Tuesday, December 6th 2016 marks the 27th anniversary of the Montreal Massacre, where 14 female students of the École Polytechnique in Montreal were killed and another 10 women were injured by gunshot wounds. They were victims of a misogynistic attack by a student named Marc Lépine. Four male students were also injured.
Marc Lépine broke into the classes at the university, demanded that the male students leave the room and opened fire against the female students while spouting anti-woman propaganda. He later committed suicide. This tragedy shocked the country and gained notoriety around the world not only due to the brutal nature of the attack or the number of victims, but also due to the clearly sexist basis of the brutal massacre. Despite the media and the conservative sectors attempt to deny it, this was a clear anti-woman attack.

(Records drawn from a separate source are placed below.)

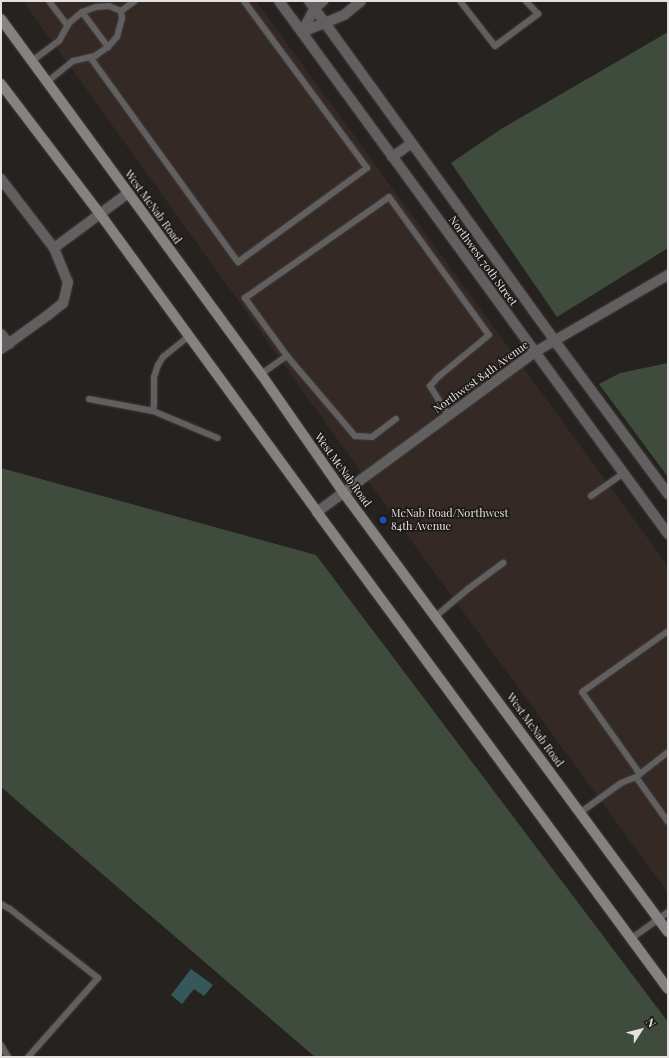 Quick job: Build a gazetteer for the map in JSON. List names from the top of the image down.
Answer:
{
  "streets": {
    "main road": ["West McNab Road"],
    "street": ["Northwest 70th Street", "Northwest 84th Avenue"]
  },
  "crossings": [
    ["West McNab Road", "Northwest 84th Avenue"],
    ["Northwest 70th Street", "Northwest 84th Avenue"]
  ],
  "places": ["McNab Road/Northwest 84th Avenue"],
  "north": "top right"
}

In 1991, the Canadian parliament proclaimed the day of the massacre the “ National Day of Remembrance and Action Against Violence Against Women.” Since then, on this date the women’s movements in Canada organize demonstrations to honor the memory of the victims and to fight violence against women.
Born in Montreal, the shooter Marc Lépine (originally named Gamil Rodrigue Liass Gharbi) was born to a family in which gender-based violence was common practice. In a letter written on the day of the attack, Lépine left no doubt about his motivation for the massacre, which was to “put an end” to the feminists, to whom he refers as “virago” ( “j’ai décidé de mettre des bâtons dans les roues à ces viragos.”). “Virago” is a pejorative term used to call women “aggressive” and “masculine”. In the letter, he details his frustrated attempt to join the Canadian military and how the application made him delay the execution of his plan, demonstrating that the attack was premeditated.
At the time of the massacre, there were many attempts to blame the shooting on the killer’s mental health, his familial environment and professional failure. All of this analysis ignored all possible feminist interpretation of systemic sexism, making the shooting sound like an isolated, exceptional case. According to Melissa Blais in her study about sexism and the massacre many considered Lépine a mentally ill, poor, sick man. This made it possible to neutralize the political debate, preventing the shooting from being seen as one more case of violence against women.
Recently there have been many notable cases of violence and hatred against women, like the emblematic case of Jyoti Pandey, the Indian student who was murdered after being gang-raped and beaten by 6 men, the case of the Brazilian teenage girl who was gang-raped by 30 men or even the most recent case an Argentine girl was raped and then brutally tortured and killed. These cases and so many others happen everyday around the world. Women suffer and die due to the sexism and misogyny that is so deeply ingrained in our society. At the same time, we have had some very important examples of women who stood up against oppression. In Brazil, thousands took the streets against rape culture; in Argentina, thousands took the streets and even organized work stoppages under the banner #NiUnaMenos. Without a doubt, the only way to fight sexist violence is the organization of the women’s movements together with all the oppressed and exploited sectors of society. Only a movement with thousands of women who organize at each school, university and workplace to take the streets can fight the sexist oppression intrinsic to capitalism.
In memory of the victims of the “Montreal Massacre”, in solidarity with the friends and family that suffered and in solidarity with all the victims of gender-based violence, we will keep fighting to end violence against women in Canada, the United States, India, Brazil, Argentina and around the world.